**What is being asked:** If a line of the records holds the word "JSON", copy it out.

**Extracted data:**
──────────
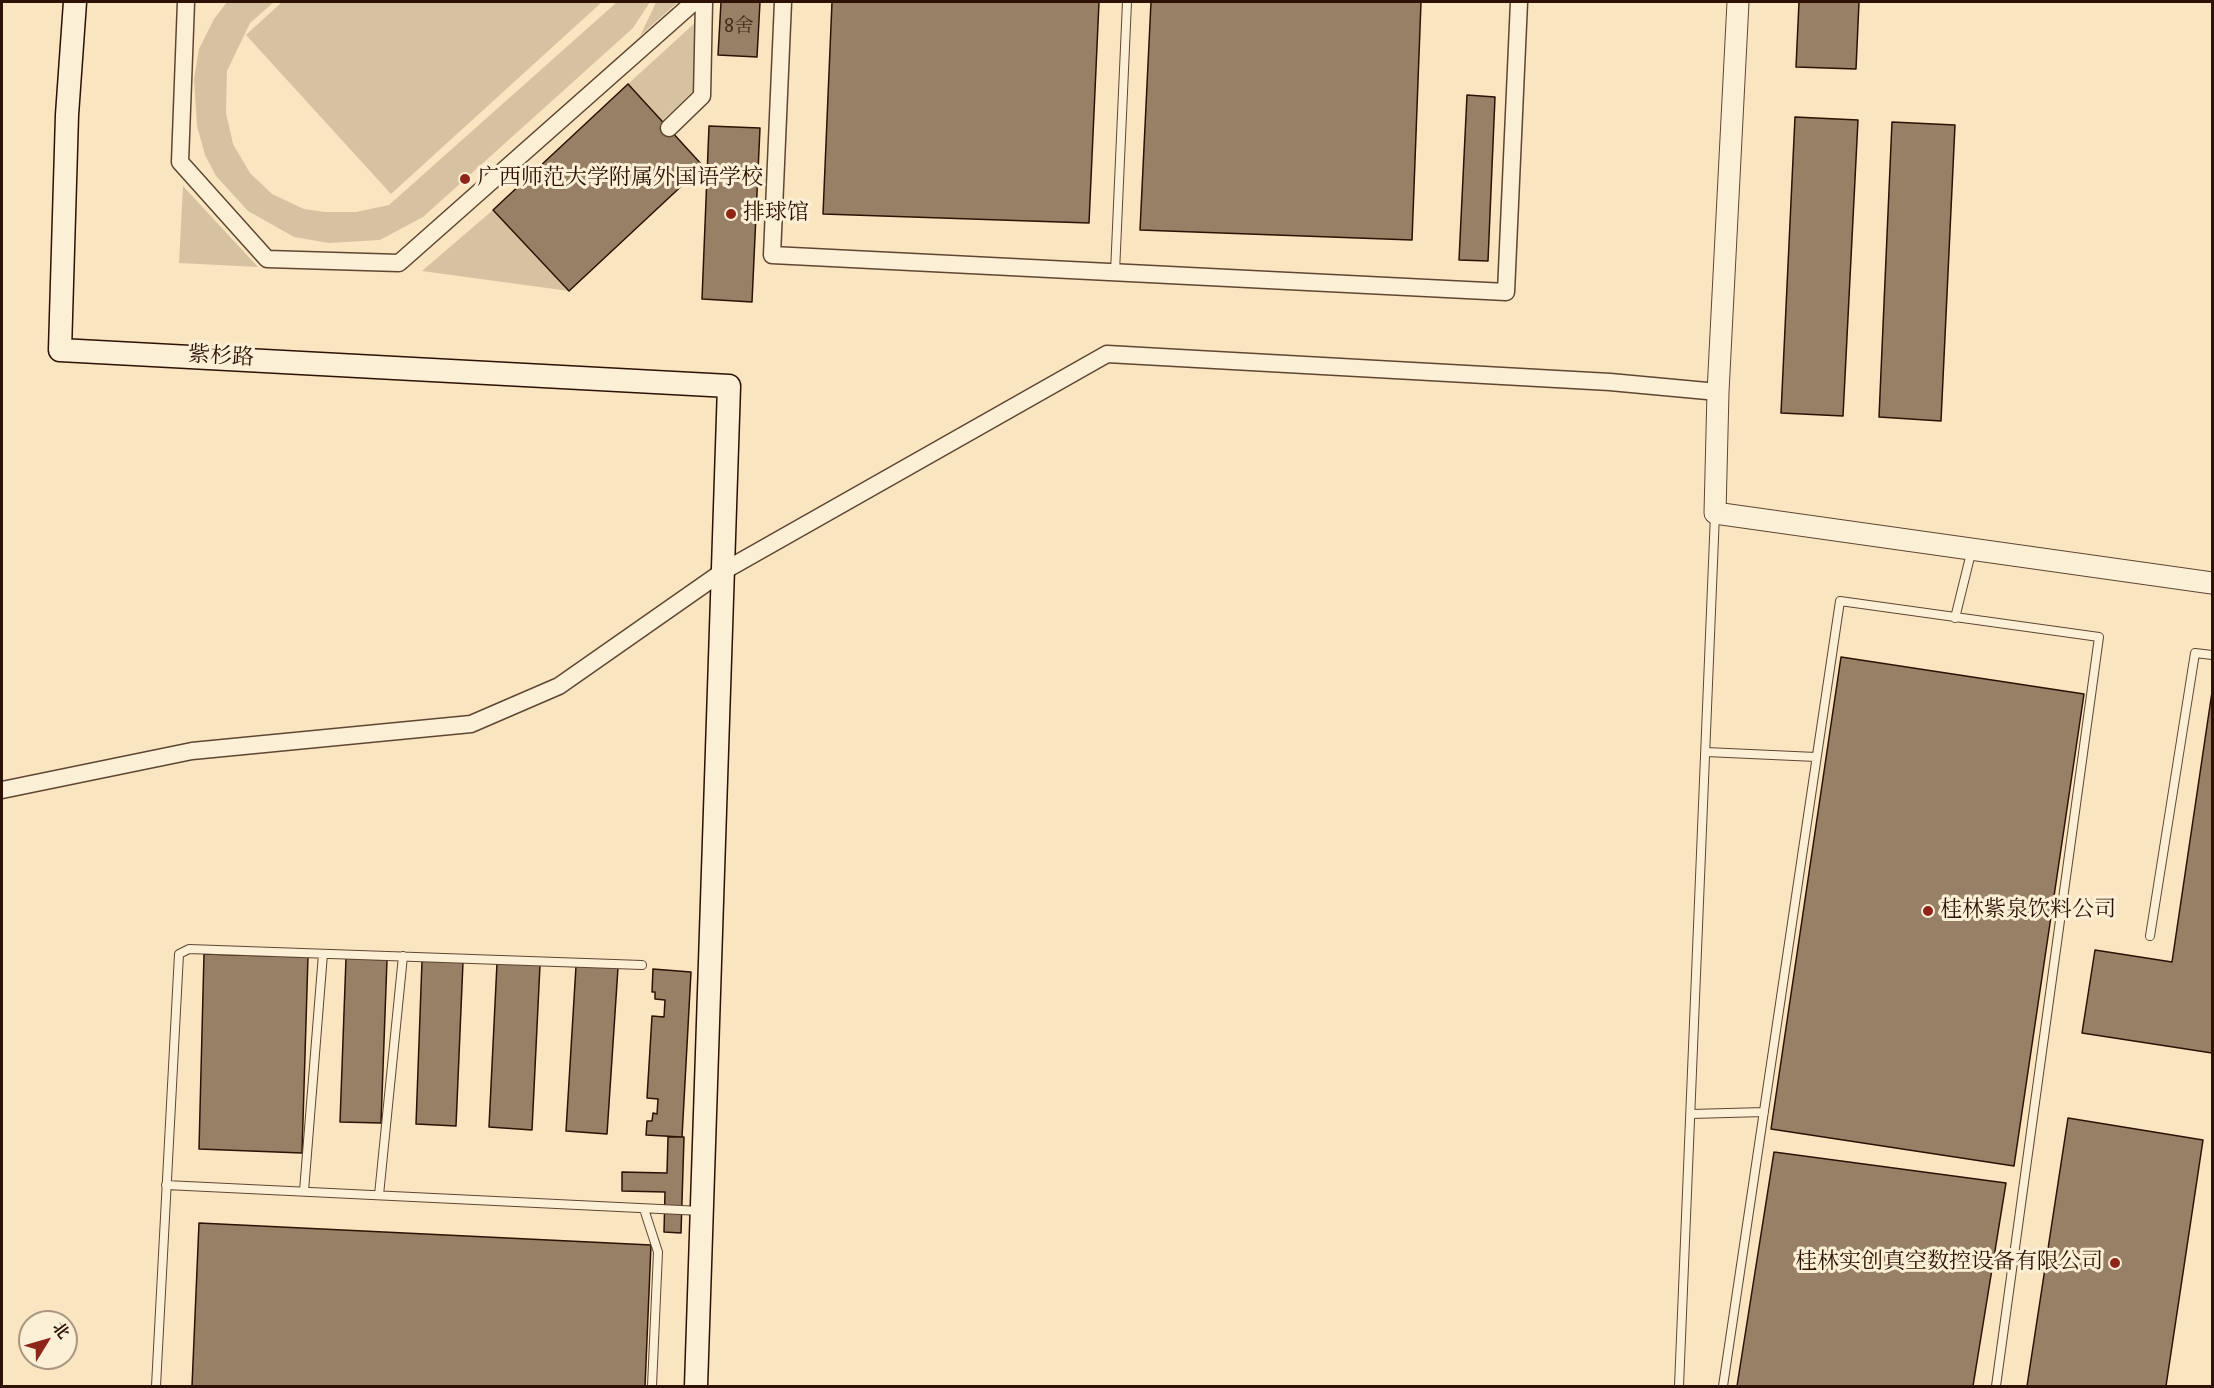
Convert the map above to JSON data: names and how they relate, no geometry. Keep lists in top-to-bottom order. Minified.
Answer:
──────────
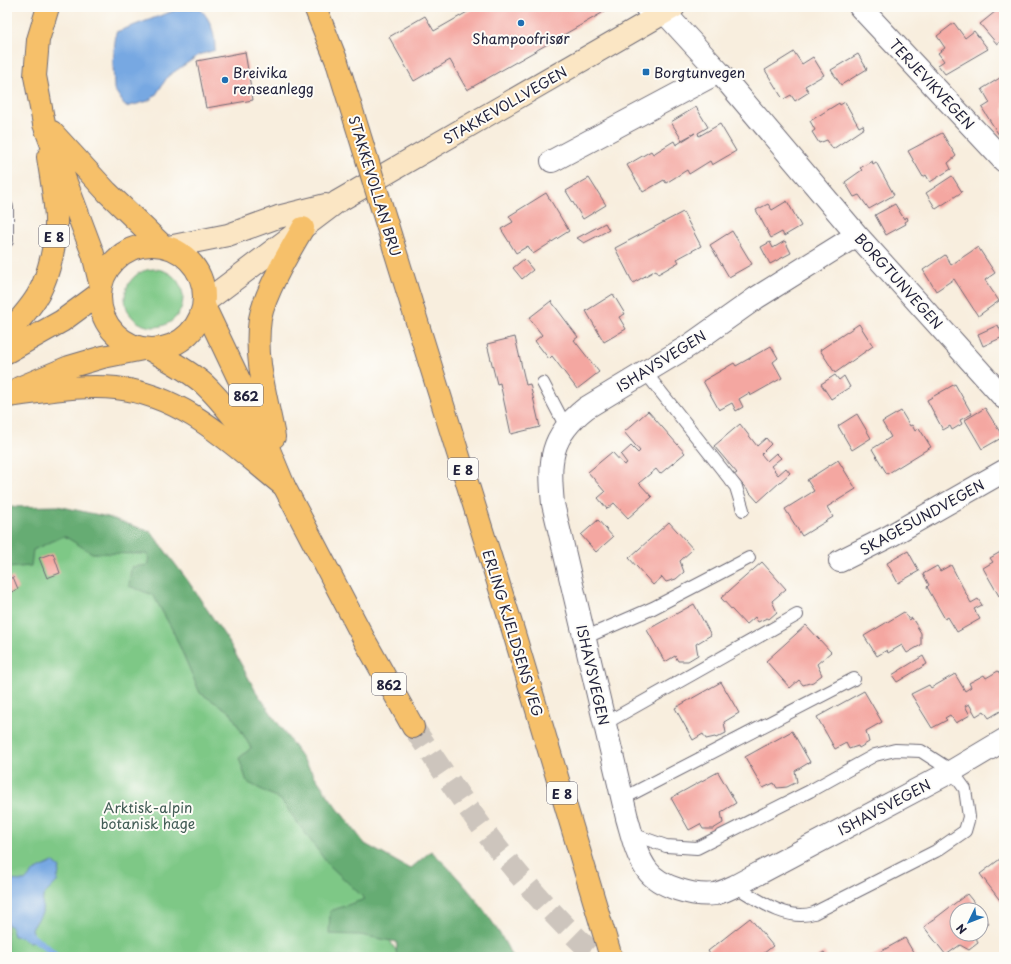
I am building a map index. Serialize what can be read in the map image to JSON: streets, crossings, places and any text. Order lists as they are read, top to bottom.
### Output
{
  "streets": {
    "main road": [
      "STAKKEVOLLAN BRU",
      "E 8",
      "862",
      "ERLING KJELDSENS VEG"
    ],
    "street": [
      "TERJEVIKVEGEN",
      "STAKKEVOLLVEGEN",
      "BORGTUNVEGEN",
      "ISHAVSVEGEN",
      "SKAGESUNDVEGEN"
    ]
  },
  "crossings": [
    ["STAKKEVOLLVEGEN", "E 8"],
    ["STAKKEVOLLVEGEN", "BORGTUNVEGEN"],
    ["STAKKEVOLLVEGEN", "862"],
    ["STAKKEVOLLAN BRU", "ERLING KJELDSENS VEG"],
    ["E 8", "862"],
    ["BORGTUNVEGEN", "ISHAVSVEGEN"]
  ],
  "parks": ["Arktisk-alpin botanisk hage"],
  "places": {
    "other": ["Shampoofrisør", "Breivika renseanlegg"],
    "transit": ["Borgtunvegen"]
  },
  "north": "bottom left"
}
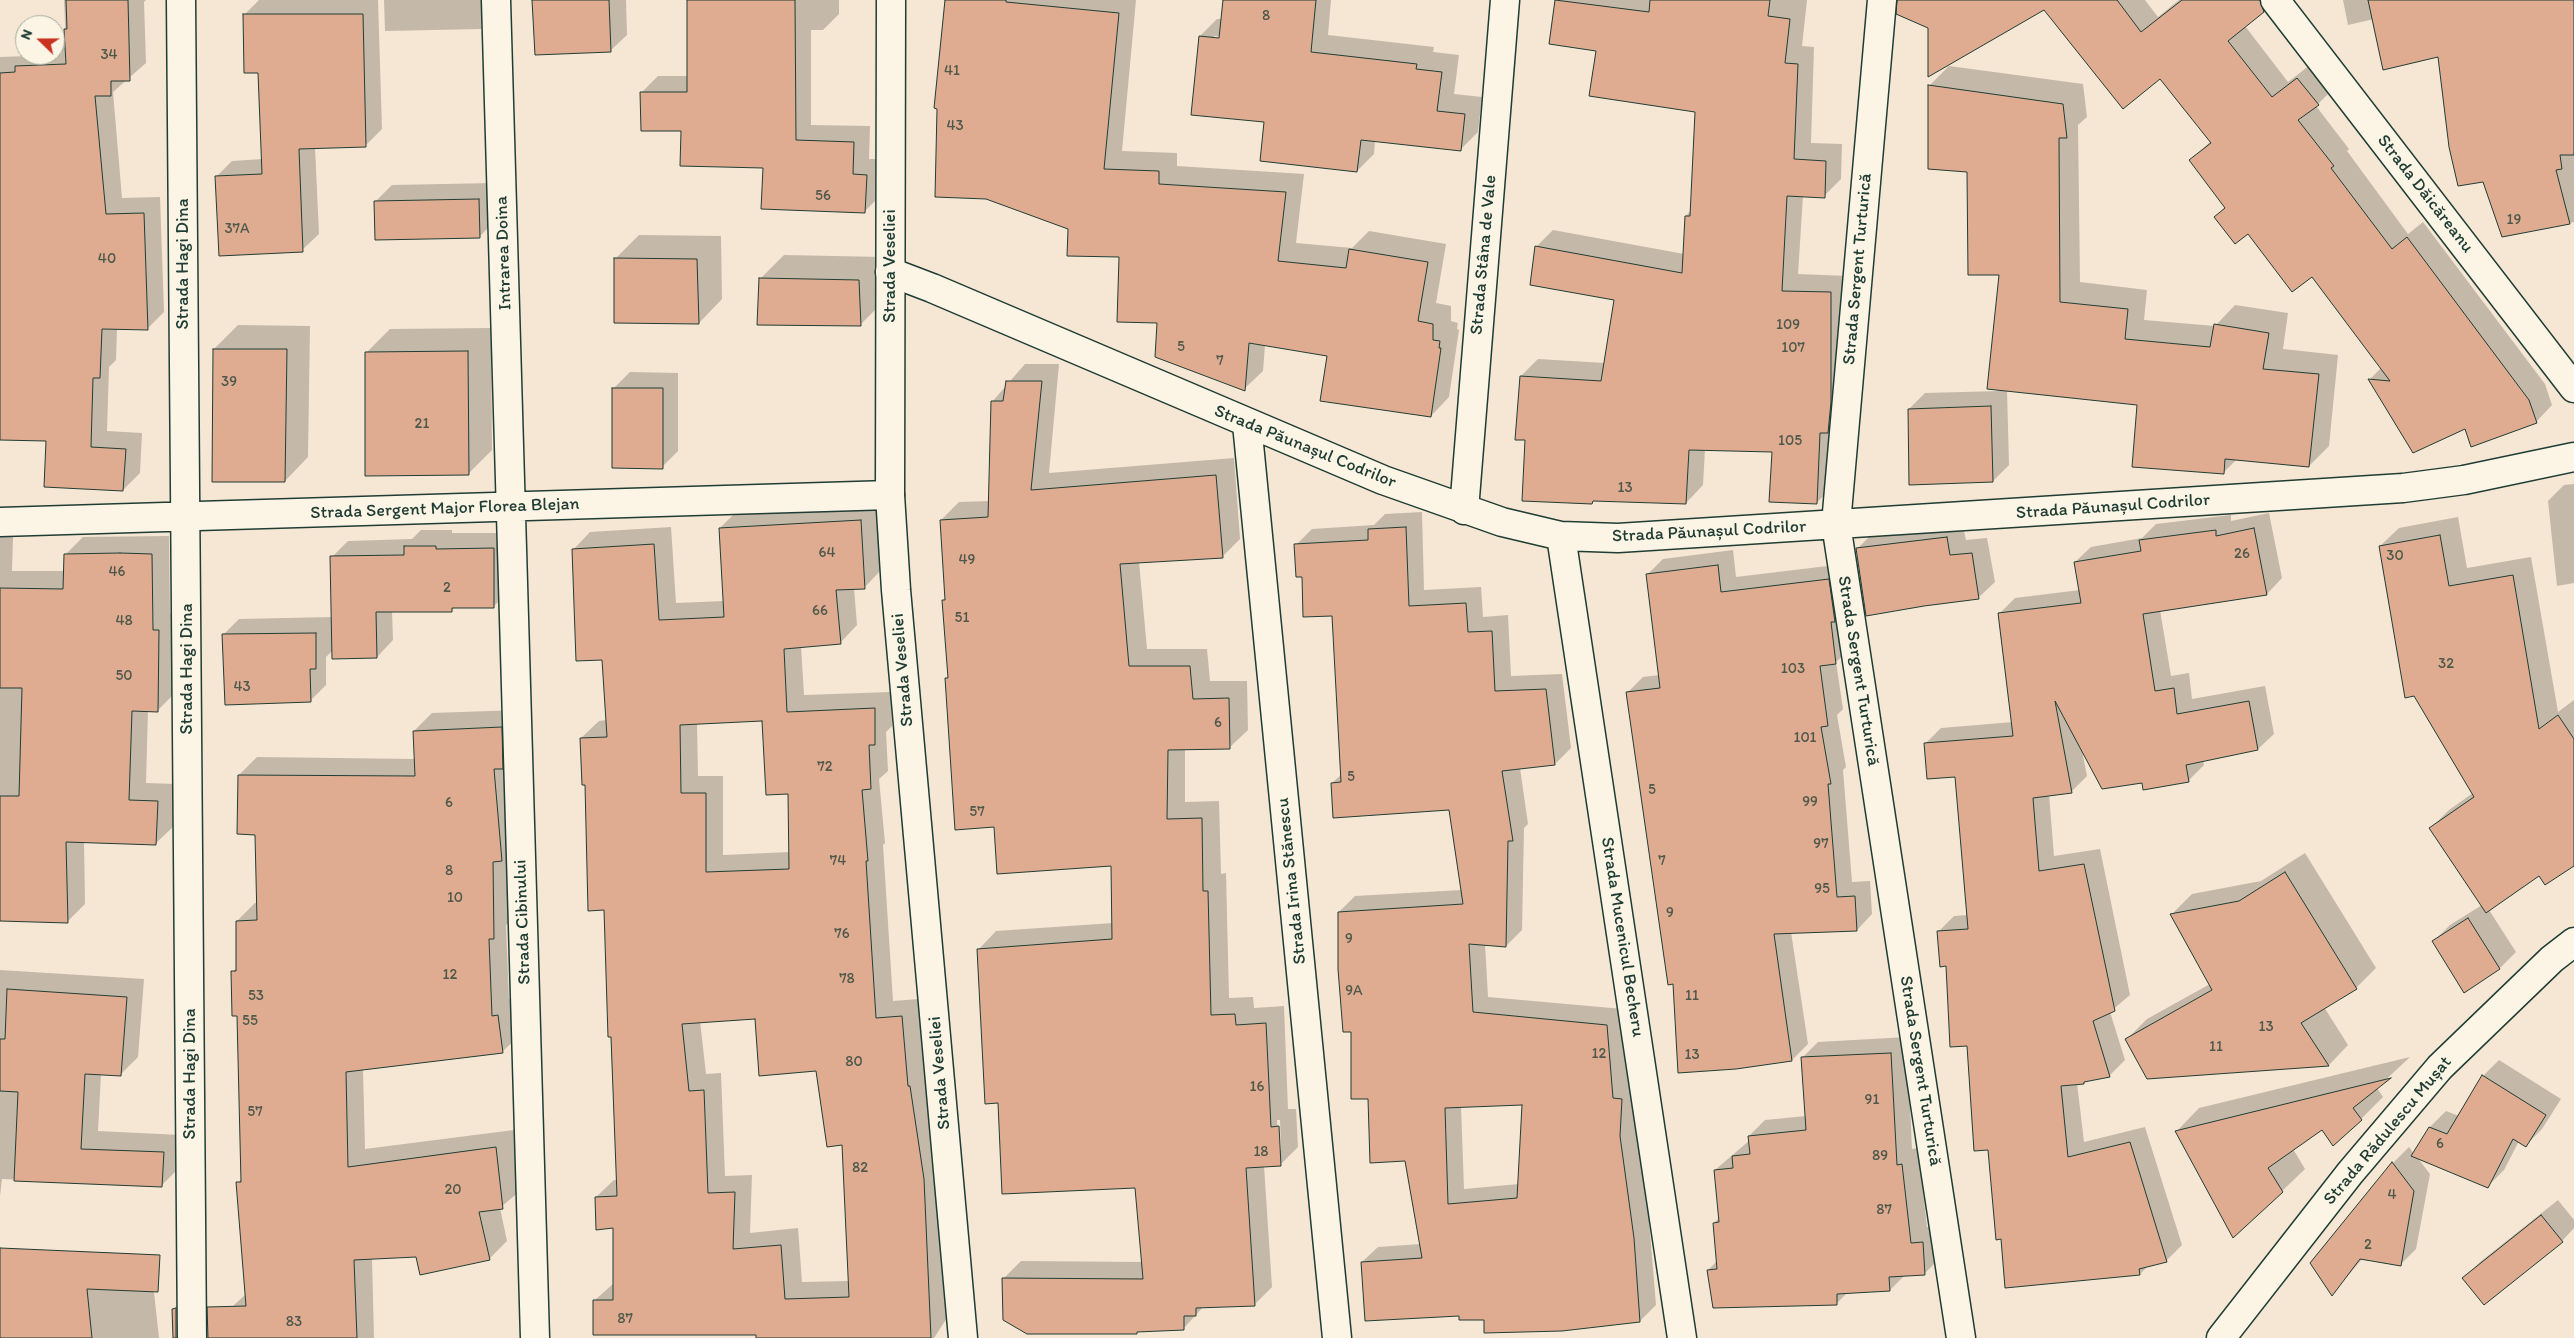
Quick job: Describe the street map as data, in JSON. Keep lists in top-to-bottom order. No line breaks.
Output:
──────────
**Problem solution:**
Convert the map above to JSON data: names and how they relate, no geometry. Keep lists in top-to-bottom order. Minified.
I am building a map index. Serialize what can be read in the map image to JSON: streets, crossings, places and any text. Order lists as they are read, top to bottom.
Quick job: Describe the street map as data, in JSON. Keep lists in top-to-bottom order. No line breaks.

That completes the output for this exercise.